The delay in the formation of a new government by nearly six months has impacted the implementation of several critical projects.
Rebuilding Iraq’s power infrastructure, damaged by decades of war, is high on the government’s list of priorities. A crippled utility network has been a key factor behind protests across Iraqi provinces during summer months, when temperatures can easily reach 50°C, occasionally requiring government-mandated holidays to cope with the extreme weather.
The electricity ministry planned to raise overall power capacity in Iraq to 22GW by the summer of 2020, Iraq’s outgoing electricity minister Luay Al Khateeb told The National in an earlier interview. The country’s power generation capacity is currently at 19.2GW.
Iraq’s current predicament affects much-needed funding required for an estimated 7,000MW of planned generation capacity expansion, Mr Al Saffar said.
Moving forward, Iraq’s best bet for recovery should be implementing tariff reforms rather than hoping for a recovery in oil prices the IEA said.
Electricity subsidies currently cost Baghdad around $12 billion (Dh44bn) annually.
“Equivalent to around five months of total net revenues at current prices, this burden is particularly acute when the country’s fiscal health is as vulnerable as it is now,” said Mr Al Saffar. “A carefully studied and well-implemented tariff reform should be an urgent priority for a number of reasons.”
Iraq draws nearly 90 per cent of income from the sale of oil. Baghdad, which has failed to adhere to previous Opec+ agreements has pledged to commit to the current pact in place from May onwards. Opec+, an alliance of producers, led by Saudi Arabia and Russia, are cutting 9.7 million barrels per day from the markets in May and June. Tapered restrictions on production will remain in place until 2022.
The issue of production cuts has proved contentious in Iraq, where it remains unpopular as production and sale of oil remains a critical backbone of the country’s economy.
Baghdad said last week it remained “fully committed to the terms of the Opec+ agreement”.
Meanwhile, Mr Al Khateeb also stressed the need for urgent tariff reforms in Iraq during a virtual panel discussion earlier this month organised by the American University of Iraq, Sulaimani which is located in the Kurdistan Region.
He singled out power piracy as a thorn in the side of the government, leading to a revenue loss of $12bn alone last year.
“The challenges that we’re referring [to]… we need to sort out the tariff reform. At the moment we have four million registered units, [of which] 50 per cent of them thrive on power piracy,” he told the panel.
Iraq’s electricity rehabilitation programme, which relies on multinational companies to rebuild damaged utilities, develop new schemes and tackle persistent gas flaring, has dragged following geopolitical tensions earlier this year between the US and Iran, in which Baghdad was caught in the crossfire.
“There has scarcely been a more urgent time for Iraq to pursue crucial reforms in its energy sector to ensure that investment continues even when government revenues have been decimated by low oil prices,” said Mr Al Saffar.
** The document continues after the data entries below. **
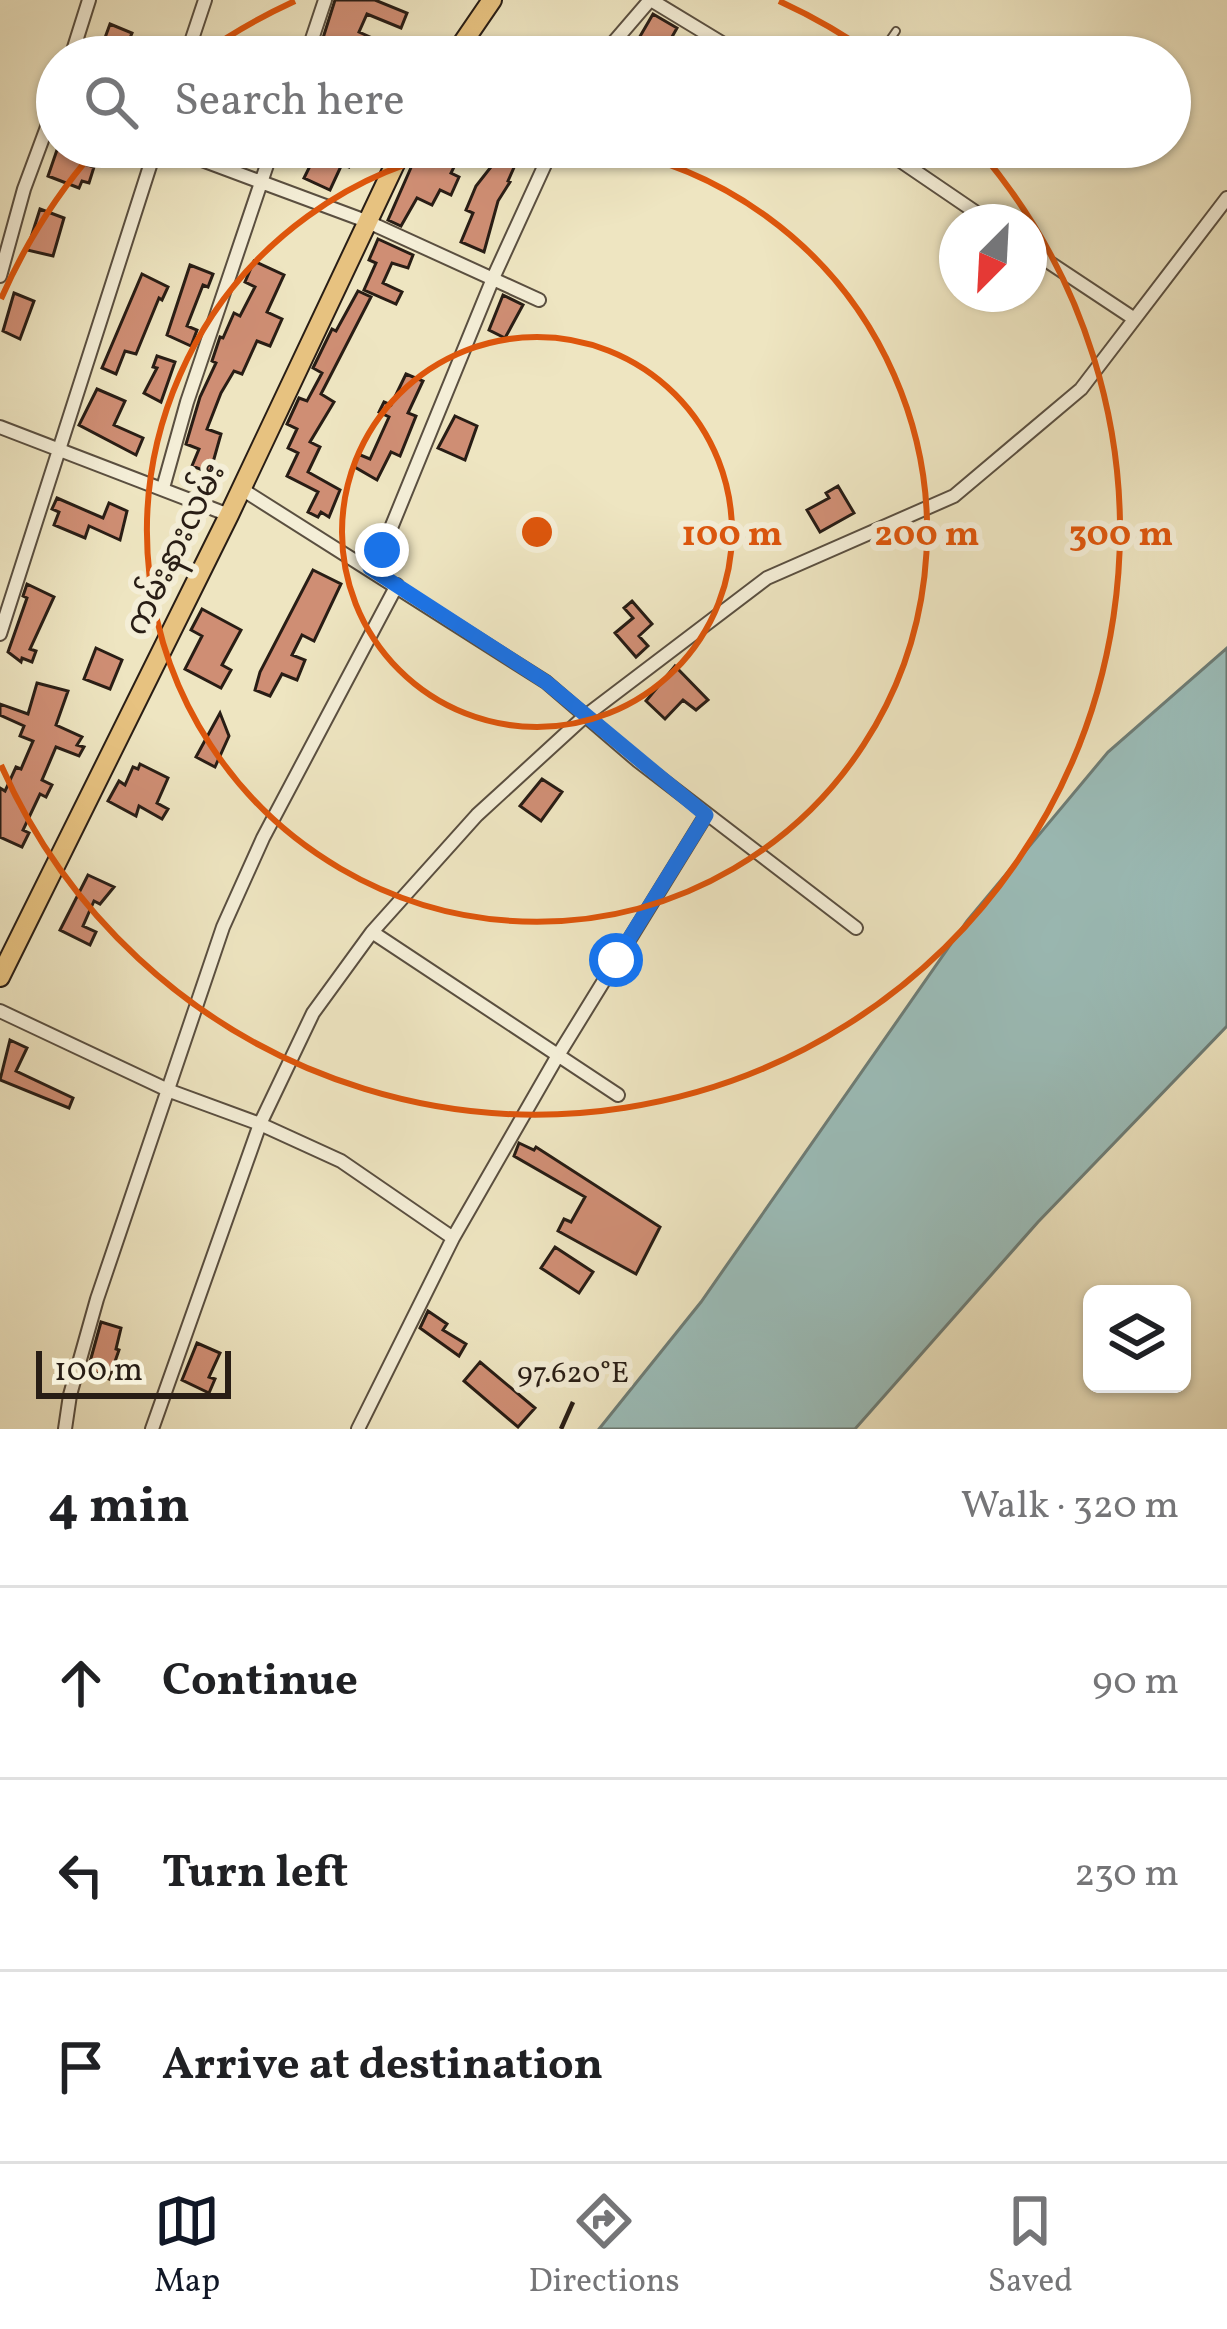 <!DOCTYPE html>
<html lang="en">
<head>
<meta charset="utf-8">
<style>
  body { margin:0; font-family:Vollkorn,"Noto Sans Myanmar",serif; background:#f6f6f6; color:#202124 }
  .controls { position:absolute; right:36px; bottom:36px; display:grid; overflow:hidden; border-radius:18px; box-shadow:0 3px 9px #0004 }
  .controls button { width:108px; height:108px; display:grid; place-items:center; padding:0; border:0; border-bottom:3px solid #e0e0e0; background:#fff; color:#202124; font:60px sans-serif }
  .compass { position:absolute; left:939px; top:204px; width:108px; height:108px; border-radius:50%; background:#fff; box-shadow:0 3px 9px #0004; rotate:204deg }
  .scale { position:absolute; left:36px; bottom:30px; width:195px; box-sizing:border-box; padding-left:12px; border:6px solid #281d15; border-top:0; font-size:33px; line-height:42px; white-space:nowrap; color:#281d15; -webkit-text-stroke:9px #f4eed7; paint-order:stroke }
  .stop { position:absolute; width:36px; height:36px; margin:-27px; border:9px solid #1a73e8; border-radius:50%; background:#fff }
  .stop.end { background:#1a73e8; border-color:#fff; box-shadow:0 3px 12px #0008 }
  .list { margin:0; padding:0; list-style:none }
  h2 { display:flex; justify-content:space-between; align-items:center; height:156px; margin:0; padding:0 48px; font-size:51px }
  h2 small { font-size:39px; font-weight:400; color:#757577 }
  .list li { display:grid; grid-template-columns:78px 1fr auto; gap:36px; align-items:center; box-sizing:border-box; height:192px; padding:0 48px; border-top:3px solid #e0e0e0 }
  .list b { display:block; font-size:45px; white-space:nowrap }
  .list em { font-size:39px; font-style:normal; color:#757577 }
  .icon { flex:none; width:66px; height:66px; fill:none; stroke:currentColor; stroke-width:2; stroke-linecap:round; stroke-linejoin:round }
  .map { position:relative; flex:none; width:1227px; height:1429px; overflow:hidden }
  .search { position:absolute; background:#fff; box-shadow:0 3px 9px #0004; left:36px; right:36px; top:36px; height:132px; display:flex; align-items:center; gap:30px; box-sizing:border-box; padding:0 42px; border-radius:66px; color:#757577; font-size:45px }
  .sheet { height:732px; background:#fff }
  nav { display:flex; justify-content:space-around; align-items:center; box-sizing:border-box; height:168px; border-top:3px solid #e0e0e0; background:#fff; font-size:33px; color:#757577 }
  nav a { display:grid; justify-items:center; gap:6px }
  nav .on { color:#111827 }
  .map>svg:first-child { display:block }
  .water { fill:#9bbdb9; stroke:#6d7d77; stroke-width:3 }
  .building { fill:#cf8e74; stroke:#281d15; stroke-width:3 }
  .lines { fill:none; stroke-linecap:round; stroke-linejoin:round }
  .lane-casing { stroke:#5a4f40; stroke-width:10 }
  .street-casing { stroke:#5a4f40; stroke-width:16 }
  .primary-casing { stroke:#281d15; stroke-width:22 }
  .lane { stroke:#f4eed7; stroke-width:6 }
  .street { stroke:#f4eed7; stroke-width:12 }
  .primary { stroke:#e7c280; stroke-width:18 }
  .route { stroke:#1a73e8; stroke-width:15 }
  .ticks { fill:none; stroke:#281d15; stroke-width:4.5 }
  .ring { fill:none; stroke:#de560c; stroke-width:6 }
  .labels { text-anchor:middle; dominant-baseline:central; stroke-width:12; stroke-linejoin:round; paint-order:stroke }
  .street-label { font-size:33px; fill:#281d15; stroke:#f4eed7 }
  .ticks-label { font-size:30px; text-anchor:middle; fill:#281d15; stroke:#f4eed7; stroke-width:12; stroke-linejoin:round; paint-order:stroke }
  .centre { fill:#de560c; stroke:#f4eed7; stroke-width:6 }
  .ring-label { font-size:36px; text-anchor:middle; font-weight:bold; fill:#de560c; stroke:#f4eed7; stroke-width:12; stroke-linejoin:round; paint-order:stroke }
</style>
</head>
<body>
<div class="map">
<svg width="1227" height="1429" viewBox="0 0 1227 1429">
  <rect width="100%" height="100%" fill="#eee5c1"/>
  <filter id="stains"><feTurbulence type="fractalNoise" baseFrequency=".00167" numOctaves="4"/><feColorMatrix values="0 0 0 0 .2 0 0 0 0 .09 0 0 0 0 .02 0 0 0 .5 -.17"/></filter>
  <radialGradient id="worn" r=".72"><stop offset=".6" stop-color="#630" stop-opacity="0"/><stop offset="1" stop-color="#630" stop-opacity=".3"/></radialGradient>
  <path class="water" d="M1227,648V1026L1038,1222L855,1429H599L701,1302L967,921L1108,752Z"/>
  <path class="building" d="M335,0H375L407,13L401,28L367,14L359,32L390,46L385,57L351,42L346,57H317Z
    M653,14L677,28L668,44L660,40L650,57H628L621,53L628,41L635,45Z
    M110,24L132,33L122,57H98Z
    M58,147H88L81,163L94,167L89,183L82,181L79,188L48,176Z
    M283,147H348L356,151L349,167L342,164L330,190L304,178L311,164L282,152Z
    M429,147H440L459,157L451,173L459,177L451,195L440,190L432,205L417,198L401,226L388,220L413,163L419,165Z
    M493,147L520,154L508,181L510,182L498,201L484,252L461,242L473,213L466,210L476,186L498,158L490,154Z
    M40,209L64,218L53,256L27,250Z
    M378,239L413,255L408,268L392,263L383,283L402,292L396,304L364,290L376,263L369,260Z
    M254,261L284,275L267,312L282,319L270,346L257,341L242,374L234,371L221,393L207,429L221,434L210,473L192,466L199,449L186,444L200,397L216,363L212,361L220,337L223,338L234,313L240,316L255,287L245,282Z
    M190,265L213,274L208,287L203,285L187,326L197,330L191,346L167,335Z
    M142,274L168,287L162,300L159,298L136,354L125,351L116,374L102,368Z
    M358,291L371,297L321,394L334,402L310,442L320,447L308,472L340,490L329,517L321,512L318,517L308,512L318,492L287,476L298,453L288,448L297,429L287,424L299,398L307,401L322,373L313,368L332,329L336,331Z
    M14,293L34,301L20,339L3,331Z
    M503,295L523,305L505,338L489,330Z
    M157,356L175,362L161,402L144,393L157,368L153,367Z
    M406,374L423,381L408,413L416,416L400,456L391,452L377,480L353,466L358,454L370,459L389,417L379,412L384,402L391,405Z
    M97,389L125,401L114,425L143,438L136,455L79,425Z
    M455,416L477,426L465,460L438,448Z
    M838,486L854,513L820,532L807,510L829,498L826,493Z
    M57,498L103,518L109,503L127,511L120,540L89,526L85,538L54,525L59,512L52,509Z
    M313,570L341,584L314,641L302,635L292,655L305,660L297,680L282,674L270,696L255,690L260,672Z
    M27,584L54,597L30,649L36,651L32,662L22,658L21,662L8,652L27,598L23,596Z
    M632,601L652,624L639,636L648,646L636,657L615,633L633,618L624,608Z
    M202,609L241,630L222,665L231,670L221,688L185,669L202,636L191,630Z
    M96,648L122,660L110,689L84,679Z
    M675,666L708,700L696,710L683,700L665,719L646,701Z
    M37,683L68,691L56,725L82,737L77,745L84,747L79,756L56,747L42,780L52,785L46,797L40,794L23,830L29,833L22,847L0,837V788L5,791L16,767L21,769L33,741L20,736L24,726L0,715V704L28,714Z
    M220,713L229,736L215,767L196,757Z
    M140,764L168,778L157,803L168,809L162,819L139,806L136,816L108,801L119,781L125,785L133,767L138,769Z
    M542,779L562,792L541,821L520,806Z
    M88,875L114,887L100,904L94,901L83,926L96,932L90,945L60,930Z
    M10,1040L27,1048L16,1071L73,1098L69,1108L0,1080Z
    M519,1143L534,1150L536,1147L660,1227L636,1274L558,1231L564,1219L571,1222L585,1197L514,1156Z
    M555,1247L593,1272L579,1293L541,1268Z
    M428,1311L447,1324L443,1330L466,1344L459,1356L420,1328Z
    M101,1322L121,1328L116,1349L119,1350L109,1379L88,1369Z
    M197,1343L220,1353L209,1377L215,1379L209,1393L182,1380Z
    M480,1362L535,1408L518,1427L464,1381Z"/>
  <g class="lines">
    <defs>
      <path id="lane" d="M878,57L896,31"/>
      <path id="street" d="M651,0L745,57
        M71,57L89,0
        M186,57L205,0
        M306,57L325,0
        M601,57L650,0
        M167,147L366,221L539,300
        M880,147L990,222
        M1029,249L1133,318
        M0,276L24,189L57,100
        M0,427L229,515
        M163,488L187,402L273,147
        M240,488L546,682L638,761L856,928
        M370,568L382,550L494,276L553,147
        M0,634L156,147
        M372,932L618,1095
        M0,1011L170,1091L260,1124L341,1161L453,1238
        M65,1429L70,1395L97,1299L223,927L263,838L397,585
        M152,1429L260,1124L313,1013L372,932L477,815L584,717L767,578L954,496L1081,389L1227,198
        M358,1429L453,1238L557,1057L706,815"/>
      <path id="primary" d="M453,57L492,0
        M0,977L229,515L403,147"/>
    </defs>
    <use href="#lane" class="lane-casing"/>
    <use href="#street" class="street-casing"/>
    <use href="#primary" class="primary-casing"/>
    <use href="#lane" class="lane"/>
    <use href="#street" class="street"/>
    <use href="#primary" class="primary"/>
  </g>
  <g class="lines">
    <path class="route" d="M382,550L370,568L546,682L706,815L616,960"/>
  </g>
  <path class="ticks" d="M561,1429L573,1402"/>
  <g class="ring">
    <circle cx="537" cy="532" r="195"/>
    <path d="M601 147A390 390 0 1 1 473 147"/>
    <path d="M1 299A584 584 0 0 1 96 149M198 57A584 584 0 0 1 295 1M779 1A584 584 0 0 1 876 57M978 149A584 584 0 1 1 1 765"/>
  </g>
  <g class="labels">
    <g class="street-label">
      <text transform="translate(177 550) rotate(-64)">ကမ်းနားလမ်း</text>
    </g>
  </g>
  <g class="ticks-label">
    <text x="573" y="1382">97.620°E</text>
  </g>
  <circle cx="537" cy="532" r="18" class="centre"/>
  <g class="ring-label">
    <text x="732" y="545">100 m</text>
    <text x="927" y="545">200 m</text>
    <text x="1121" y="545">300 m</text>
  </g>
  <rect width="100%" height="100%" filter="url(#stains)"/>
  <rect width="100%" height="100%" fill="url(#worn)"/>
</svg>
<div class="controls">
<button><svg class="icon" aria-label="layers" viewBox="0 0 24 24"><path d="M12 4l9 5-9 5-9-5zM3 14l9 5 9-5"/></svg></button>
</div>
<svg class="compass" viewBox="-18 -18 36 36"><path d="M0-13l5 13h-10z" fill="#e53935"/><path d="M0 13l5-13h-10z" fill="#757577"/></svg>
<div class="scale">100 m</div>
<div class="stop" style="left:616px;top:960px"></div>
<div class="stop end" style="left:382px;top:550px"></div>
<div class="search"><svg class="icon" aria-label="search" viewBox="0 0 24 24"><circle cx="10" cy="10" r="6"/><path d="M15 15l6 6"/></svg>Search here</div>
</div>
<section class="sheet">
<h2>4 min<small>Walk · 320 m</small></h2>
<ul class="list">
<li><svg class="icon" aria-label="ahead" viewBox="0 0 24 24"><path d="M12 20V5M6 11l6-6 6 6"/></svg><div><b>Continue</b></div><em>90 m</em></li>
<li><svg class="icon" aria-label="left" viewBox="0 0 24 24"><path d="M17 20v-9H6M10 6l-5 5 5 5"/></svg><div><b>Turn left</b></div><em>230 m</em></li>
<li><svg class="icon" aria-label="arrive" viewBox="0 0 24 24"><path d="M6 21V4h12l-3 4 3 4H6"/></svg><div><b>Arrive at destination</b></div></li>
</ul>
</section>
<nav>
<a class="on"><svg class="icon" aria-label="map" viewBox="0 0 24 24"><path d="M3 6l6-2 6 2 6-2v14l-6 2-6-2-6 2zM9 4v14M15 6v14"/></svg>Map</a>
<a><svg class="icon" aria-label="directions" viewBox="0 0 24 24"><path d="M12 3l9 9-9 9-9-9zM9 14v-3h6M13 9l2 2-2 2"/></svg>Directions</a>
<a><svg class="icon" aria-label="saved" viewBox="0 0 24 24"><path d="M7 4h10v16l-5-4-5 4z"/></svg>Saved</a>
</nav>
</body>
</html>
Baghdad’s reliance on state financing for large schemes only increases risks of delay.
“Given how essential both natural gas and electricity are to economic prosperity in Iraq, such delays should be avoided at all costs,” he added.
In April, the US extended a waiver granting continued imports of Iranian electricity last month, following an earlier extension by 30 days.
The waiver allows for a “credible government” to be formed in Iraq, a US state department official told Reuters news agency. The latest waiver expires on May 26 and is shorter than the earlier grants of 90 or 120-day extensions.
Iraq, which is also looking to import electricity from neighbouring Jordan as well as from the regional grid, GCC Interconnection Authority, is likely to continue its reliance on Iranian gas for the foreseeable future.